E' da svariati decenni che non assistiamo più a testimonianze di uomini follemente innamorati: che la dama abbia trovato pace? (o forse è dovuto al fatto che ormai la nebbia ha abbandonato la città...).


FONTE: www.ilpost.it



20 Giovanni D'Anzi: storia di un apostrofo che conta
Corso Vittorio Emanuele ospita diverse piccole gallerie, ed è proprio in una di questa che idealmente ci recheremo per conoscere la prossima storia.
La galleria del Corso infatti ospita le case discografiche più importanti d'Italia e di fronte alla sede di una di queste (al civico 4) si trova una targa commemorativa di Giovanni D'Anzi, autore di "O mia bella Madonina".

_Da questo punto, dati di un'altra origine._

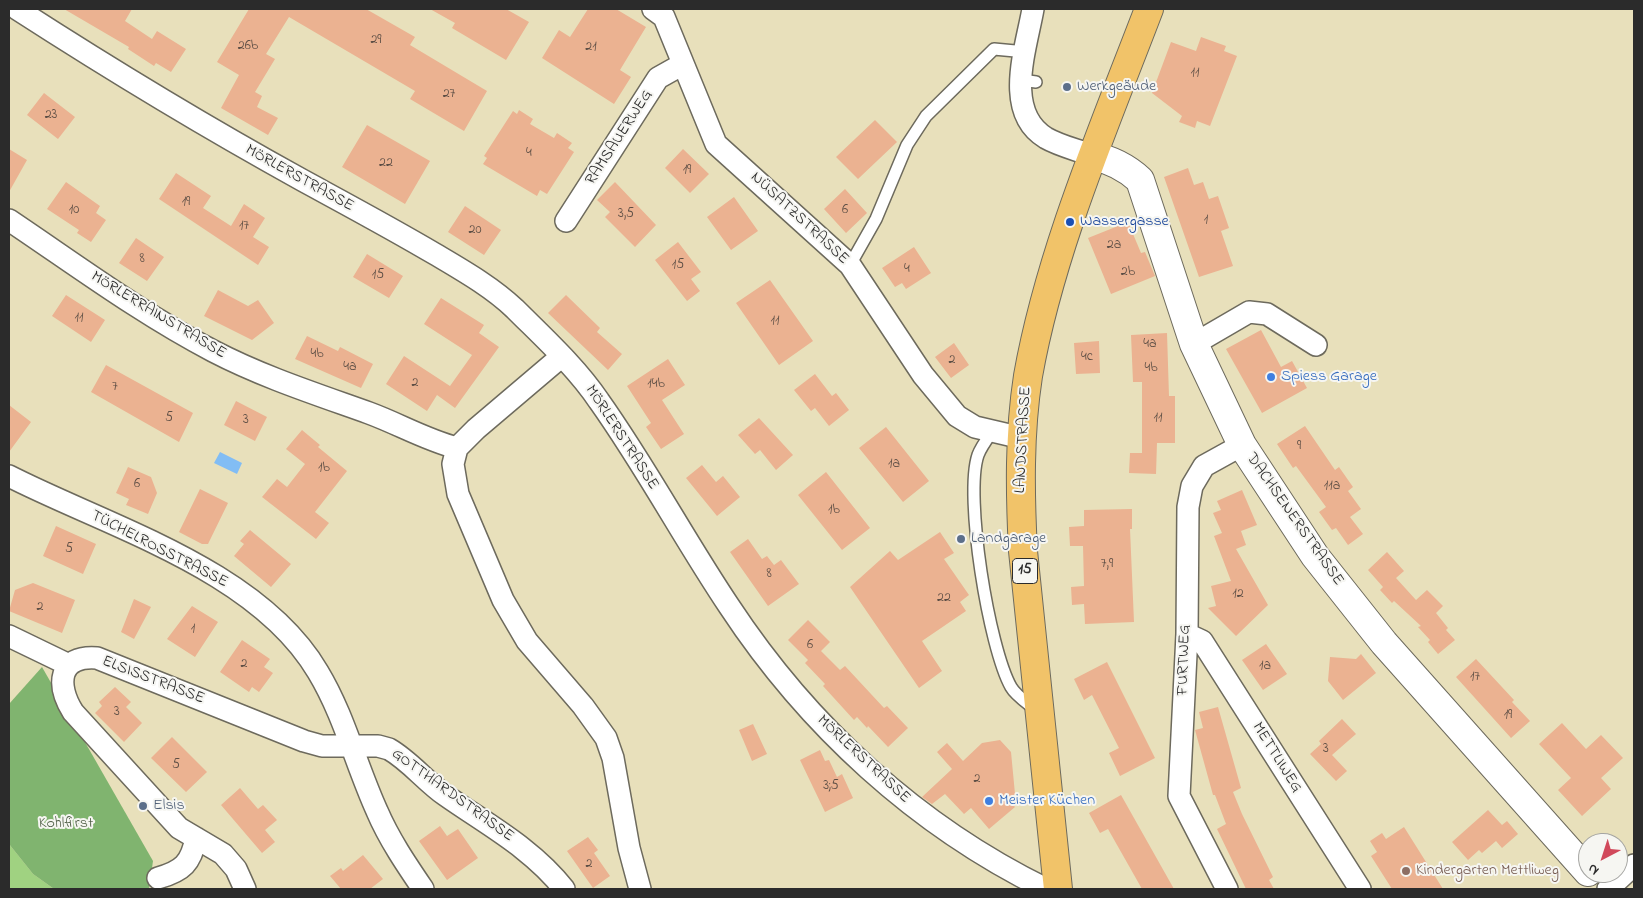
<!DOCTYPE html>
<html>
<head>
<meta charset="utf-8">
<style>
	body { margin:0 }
	#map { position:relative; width:1643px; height:898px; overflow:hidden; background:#e8e0bb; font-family:"Indie Flower",sans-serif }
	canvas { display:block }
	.frame { position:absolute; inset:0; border:10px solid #2b2b2b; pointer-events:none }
	.north { position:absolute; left:1578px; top:833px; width:50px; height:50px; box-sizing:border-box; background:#f6f6f2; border:1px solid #a5a5a2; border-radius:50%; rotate:220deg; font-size:14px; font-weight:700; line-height:20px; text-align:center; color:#2b2b2b }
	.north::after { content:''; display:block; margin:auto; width:18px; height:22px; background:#d1495b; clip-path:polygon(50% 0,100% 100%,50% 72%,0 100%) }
</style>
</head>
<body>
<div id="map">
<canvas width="1643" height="898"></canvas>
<div class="frame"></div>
<div class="north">N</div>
</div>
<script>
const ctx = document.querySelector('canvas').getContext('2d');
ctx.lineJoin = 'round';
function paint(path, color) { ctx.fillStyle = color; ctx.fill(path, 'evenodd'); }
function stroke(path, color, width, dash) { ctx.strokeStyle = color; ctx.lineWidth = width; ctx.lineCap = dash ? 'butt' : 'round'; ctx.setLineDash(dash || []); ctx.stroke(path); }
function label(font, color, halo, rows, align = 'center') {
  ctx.font = font + ' "Indie Flower",sans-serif'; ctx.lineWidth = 4; ctx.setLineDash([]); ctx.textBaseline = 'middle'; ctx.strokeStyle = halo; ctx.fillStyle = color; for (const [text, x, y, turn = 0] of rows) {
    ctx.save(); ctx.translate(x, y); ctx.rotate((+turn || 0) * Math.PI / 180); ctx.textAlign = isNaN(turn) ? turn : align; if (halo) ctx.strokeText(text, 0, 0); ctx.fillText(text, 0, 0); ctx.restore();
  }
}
const green = new Path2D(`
	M9,844L33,874L54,889H9Z`);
const forest = new Path2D(`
	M42,667L153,861L149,889H54L33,874L9,844V704Z`);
const water = new Path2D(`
	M220,452L242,463L237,474L214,463Z`);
const building = new Path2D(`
	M64,9H132L125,21L152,39L157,31L186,49L171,72L156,63L154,66L128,49L129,47Z
	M249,9H366L415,37L410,45L487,91L464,131L410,99L415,91L289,17L266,54L275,59L255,92L262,96L257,107L278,118L268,135L221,108L239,75L217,62Z
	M430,9H506L529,22L506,60L452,28L455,23Z
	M588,9H616L646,27L620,70L631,77L614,104L542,58L559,30L570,37Z
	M1201,37L1226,46L1224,51L1237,56L1210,126L1197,121L1195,128L1179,122L1182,116L1152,93L1171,42L1196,51Z
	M44,93L75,117L58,139L27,115Z
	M519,110L533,119L530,124L554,138L557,133L572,143L568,148L574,152L547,194L540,190L537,196L483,164L487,158L484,156L513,111L517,114Z
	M875,120L897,142L858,179L836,157Z
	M367,125L430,161L405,204L342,167Z
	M9,149L27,160L9,192Z
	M683,149L709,174L690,193L665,168Z
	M1188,168L1194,185L1203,182L1209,199L1218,196L1229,228L1221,231L1233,266L1199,277L1164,177Z
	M176,173L211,196L203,208L231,226L244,204L265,218L253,237L269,247L258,265L159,199Z
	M66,182L100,206L96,213L106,220L91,242L77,233L79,230L47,209Z
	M615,182L656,225L635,247L605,217L610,212L597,200Z
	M845,189L867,213L846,233L824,209Z
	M734,197L758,231L731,250L707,217Z
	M465,206L501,230L484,255L448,232Z
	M1128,222L1141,253L1145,252L1155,276L1111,294L1088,238Z
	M136,238L164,257L147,281L119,263Z
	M678,242L701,272L691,279L700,291L687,301L655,260Z
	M914,247L931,273L906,289L902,283L895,287L882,268Z
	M367,254L403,276L389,298L353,277Z
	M770,280L813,341L779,365L736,303Z
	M218,290L248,306L258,300L274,323L252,340L204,316Z
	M66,295L105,320L91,342L52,316Z
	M566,295L600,328L597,332L622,354L608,370L548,313Z
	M441,298L484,325L479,333L499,347L455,408L437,395L427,411L386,384L404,356L450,386L472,355L424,324Z
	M1261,330L1281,367L1292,361L1307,388L1262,413L1226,349Z
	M1167,333L1169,396H1175V443H1157L1156,474L1129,473L1130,453H1142V382H1133L1131,335Z
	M307,336L338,351L340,347L373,364L361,388L295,359Z
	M1099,341L1100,373L1076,374L1074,343Z
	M954,343L969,365L951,378L935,357Z
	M668,359L685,385L662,400L684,434L661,449L646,427L651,423L627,386Z
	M106,365L193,413L179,442L91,392Z
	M815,374L832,396L836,393L849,410L829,426L815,408L811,411L794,390Z
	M236,401L267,417L255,441L224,425Z
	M9,405L31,422L9,452Z
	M759,418L793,455L776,470L760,450L755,454L738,435Z
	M1305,426L1335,470L1339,467L1353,487L1348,491L1361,509L1350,517L1363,534L1348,545L1336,528L1332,530L1319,512L1326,507L1296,466L1293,468L1277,444Z
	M886,427L929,481L903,502L859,448Z
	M302,430L320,445L318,447L347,471L315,512L329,523L316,539L262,497L277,479L287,487L305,464L286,449Z
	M702,465L716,482L723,476L740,497L717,516L686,478Z
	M128,467L151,477L157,493L148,514L126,505L129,499L116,493Z
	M826,472L870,528L842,550L798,495Z
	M200,489L228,503L208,544H202L179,532Z
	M1242,490L1257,525L1241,531L1246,545L1236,549L1268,605L1236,636L1208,608L1216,606L1211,586L1231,581L1214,536L1222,533L1213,513L1221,510L1217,501Z
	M1132,509V529H1130L1134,622L1085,624L1084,604L1072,605L1071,587L1084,586L1083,546H1070L1069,527L1084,526V510Z
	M56,526L96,544L83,574L43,556Z
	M250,530L291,564L271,587L234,556L244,544L240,541Z
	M940,532L954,553L944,559L969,595L960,602L966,611L922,641L942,671L919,688L850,587L890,551L898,560Z
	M748,539L762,559L767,556L774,565L781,560L799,584L768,606L730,552Z
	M1387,552L1404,571L1396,578L1416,600L1427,590L1443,606L1436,613L1448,628L1446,630L1455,640L1438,654L1428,642L1430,640L1418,627L1421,626L1394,601L1392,603L1380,590L1383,587L1368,570Z
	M33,583L75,600L62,633L9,611L15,590Z
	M134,599L151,607L134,639L121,632Z
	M192,606L218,622L195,657L167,639Z
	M808,620L830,642L821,651L840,670L845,666L884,708L887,706L908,728L888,747L868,726L867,728L857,717L854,720L823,686L825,684L805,663L808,660L788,640Z
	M242,640L270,659L264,667L273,673L259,692L252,687L249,692L220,672Z
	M1266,644L1287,674L1263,690L1242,660Z
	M1361,654L1376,673L1343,700L1328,681L1330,657L1356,659Z
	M1476,659L1514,700L1512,702L1530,721L1511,738L1456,677Z
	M1107,662L1155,758L1120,776L1109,753L1119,748L1092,695L1084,700L1074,679Z
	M115,687L131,702L126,707L142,723L124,742L95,713L102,706L99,702Z
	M1218,707L1241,788L1233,792L1242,814L1273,877L1269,880L1274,889H1246L1217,829L1226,824L1215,795H1213L1195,730L1203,728L1199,712Z
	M1342,719L1356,734L1332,755L1347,771L1336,781L1310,754L1321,744L1319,741Z
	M1562,723L1586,749L1601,735L1623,758L1601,778L1611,789L1582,816L1558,790L1571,778L1539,744Z
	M753,724L767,754L752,761L739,730Z
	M172,737L207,772L186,792L151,758Z
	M1000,740L1011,752L1015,794L1008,799L1015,807L989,829L971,808L964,814L945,794L932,804L922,797L952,769L937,752L947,743L963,761L982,743Z
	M820,750L825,761L829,760L837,777L842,774L853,798L825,812L800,760Z
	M240,788L258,809L263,805L277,820L265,830L275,842L262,853L221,805Z
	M1121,795L1174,889H1142L1108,829L1100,833L1089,813Z
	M1488,810L1502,825L1507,821L1518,834L1502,848L1496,841L1482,853L1479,850L1468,860L1452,842Z
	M440,826L447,836L458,829L478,858L447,880L419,841Z
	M1404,827L1443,889H1392L1371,856L1377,852L1370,841L1382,833L1386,839Z
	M588,837L598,850L594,853L610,876L593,888L567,851Z
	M363,855L383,879L370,889H341L330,876L341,868L343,871Z`);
const service = new Path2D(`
	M1021,80L1036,82
	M850,265L876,219L907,145L926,116L994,49L1026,52
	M992,432C987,439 981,447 978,455C964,496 989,648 1011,687C1016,696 1029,704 1036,710`);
const minor = new Path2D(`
	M17,9C110,69 204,126 302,180C346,204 391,228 435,254C462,270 492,287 515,309C544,338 576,367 599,401C646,467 684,539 729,606C808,726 917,826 1046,889
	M653,9L664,17L716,144L850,265L923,375L957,416L975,427L1022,438
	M1033,9C1026,49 1003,112 1046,138C1060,146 1078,150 1093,156
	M9,220C76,265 142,314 213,351C263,377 316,394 369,413C399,424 426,440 457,448
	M566,221L658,78L683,64
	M1194,344L1249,312L1267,314L1316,345
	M562,356L476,429L457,448L453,464L458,494L503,600L527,641L583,706L606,738L613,758L629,848L640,889
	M9,476C109,527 258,570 318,672C344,715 356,765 377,811C389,839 406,864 423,889
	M1187,634L1202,641L1360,889
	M9,636L69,665
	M158,878C183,871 191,863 196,838
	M245,889L236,869L223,854L179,828L73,712C56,685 58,655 97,658L304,741L322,746H378L389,749C410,761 425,781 445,795C486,824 532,848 564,889
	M1227,889L1179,796L1187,634L1188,507L1192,486L1204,466L1242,445
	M1608,889L1634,865`);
const tertiary = new Path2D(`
	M1093,156C1112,160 1126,167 1140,180L1194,344L1242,445L1315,556L1384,643L1588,872`);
const primary = new Path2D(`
	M1058,889L1023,551C1020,493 1019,434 1028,376C1050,252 1104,127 1149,9`);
const markers = [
	[1067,87,5,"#5c6f8a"],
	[1070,222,5,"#1a4fb4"],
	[1271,377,5,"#3f7fe0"],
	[961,539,5,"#5c6f8a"],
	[989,801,5,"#3f7fe0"],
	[143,806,5,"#5c6f8a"],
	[1406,871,5,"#8d6e63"]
];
const numberNames = [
	["29",376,41],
	["26b",248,47],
	["21",591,48],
	["11",1195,74],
	["27",449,95],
	["23",51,116],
	["4",529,154],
	["22",386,164],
	["19",687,171],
	["19",186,203],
	["10",74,211],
	["6",845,211],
	["3,5",626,215],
	["1",1206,221],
	["17",244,227],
	["20",475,231],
	["2a",1114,246],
	["8",142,260],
	["15",678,266],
	["4",907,270],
	["2b",1128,273],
	["15",378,276],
	["11",79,319],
	["11",775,322],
	["4a",1150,345],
	["4b",317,355],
	["4c",1087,358],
	["2",952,361],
	["4a",350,368],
	["4b",1151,369],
	["2",415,384],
	["14b",656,385],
	["7",115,388],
	["5",169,419],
	["11",1158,419],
	["3",246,421],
	["9",1299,447],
	["1a",894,465],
	["1b",324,469],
	["6",137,485],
	["11a",1332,487],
	["1b",834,511],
	["5",69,550],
	["7,9",1107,565],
	["8",769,575],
	["12",1238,595],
	["22",944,599],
	["2",40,608],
	["1",193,630],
	["6",810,646],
	["2",244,665],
	["1a",1265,667],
	["17",1475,678],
	["3",117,713],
	["19",1508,716],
	["3",1326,750],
	["5",176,766],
	["2",977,780],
	["3;5",831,787],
	["2",589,865]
];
const shields = [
	[1025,571,25]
];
const shieldNames = [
	["15",1025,571]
];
const serviceNames = [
	["Werkgeäude",1077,87],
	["Landgarage",971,539],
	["Elsis",153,806]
];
const streetNames = [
	["RAMSAUERWEG",620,138,-57],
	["MÖRLERSTRASSE",299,179,29],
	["NÜSATZSTRASSE",799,219,43],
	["MÖRLERRAINSTRASSE",158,316,31],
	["MÖRLERSTRASSE",621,438,57],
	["LANDSTRASSE",1024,440,-87],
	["DACHSENERSTRASSE",1294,520,55],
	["TÜCHELROSSTRASSE",159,550,27],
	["FURTWEG",1185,660,-88],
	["ELSISSTRASSE",153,681,21],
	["METTLIWEG",1276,758,58],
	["MÖRLERSTRASSE",863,760,43],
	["GOTTHARDSTRASSE",452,796,36]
];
const transitNames = [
	["Wassergasse",1080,222]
];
const shopNames = [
	["Spiess Garage",1281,377],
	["Meister Küchen",999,801]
];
const parkNames = [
	["Kohlfirst",66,824]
];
const educationNames = [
	["Kindergarten Mettliweg",1416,871]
];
paint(green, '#a0d281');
paint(forest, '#80b46f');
paint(water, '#82bdf4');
paint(building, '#ebb291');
stroke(service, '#6d6a5d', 14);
stroke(minor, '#6d6a5d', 24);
stroke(tertiary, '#6d6a5d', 30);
stroke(primary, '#6d6a5d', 30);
stroke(service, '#fff', 11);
stroke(minor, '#fff', 21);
stroke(tertiary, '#fff', 28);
stroke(primary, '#f1c369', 28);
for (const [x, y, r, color] of markers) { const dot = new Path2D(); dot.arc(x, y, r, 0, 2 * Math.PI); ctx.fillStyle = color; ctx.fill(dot); stroke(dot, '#f6f6f2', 2); }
label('14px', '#5b4d44', null, numberNames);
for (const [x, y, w] of shields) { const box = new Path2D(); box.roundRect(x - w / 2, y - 12.5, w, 25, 4); ctx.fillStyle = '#f6f6f2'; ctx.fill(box); stroke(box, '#2b2b2b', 1); }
label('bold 15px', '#2b2b2b', null, shieldNames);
label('16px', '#4e5e75', '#f6f6f2', serviceNames, 'left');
label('16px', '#2b2b2b', '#f6f6f2', streetNames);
label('16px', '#164399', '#f6f6f2', transitNames, 'left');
label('16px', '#366cbe', '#f6f6f2', shopNames, 'left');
label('16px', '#4e5d45', '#f6f6f2', parkNames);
label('16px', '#785e54', '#f6f6f2', educationNames, 'left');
</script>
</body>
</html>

D'Anzi, come molti artisti, aveva un carattere molto particolare. Nacque nel 1906 a Milano da genitori pugliesi e, sin da piccolo, aveva l'abitudine di vantarsi del proprio cognome; qualcuno infatti gli aveva detto che i cognomi con l'apostrofo denunciavano nobili origini, e lui, modestamente, doveva esserlo. Un giorno la maestra, stanca di questi continui vaneggiamenti, lo rimproverò e il piccolo Giovanni, di tutta risposta, prese la propria cartella e la scaraventò sulla testa dell'insegnante. La punizione che seguì a questa azione fu esemplare e in linea con i tempi d'allora: espulso da tutte le scuole d'Italia. Per studiare fu dunque costretto a rimanere a casa, dove un giorno fu notato dal maestro di pianoforte della sorella, mentre strimpellava sui tasti. L'insegnante non vedente non aveva dubbi: il bambino aveva un talento innato per la musica! E infatti da lì a poco il giovane iniziò a lavorare come pianista. Un giorno, durante un festival della canzone napoletana tenutosi al teatro Trianon, Giovanni si chiese come mai nessuno avesse composto un pezzo per la sua amata città. Solo allora gli venne l'ispirazione: compose di getto"Madonina" che suonò la sera successiva (siamo nell'ottobre del 1935) al termine del repertorio napoletano...e subito fu un successo che dura tutt'ora!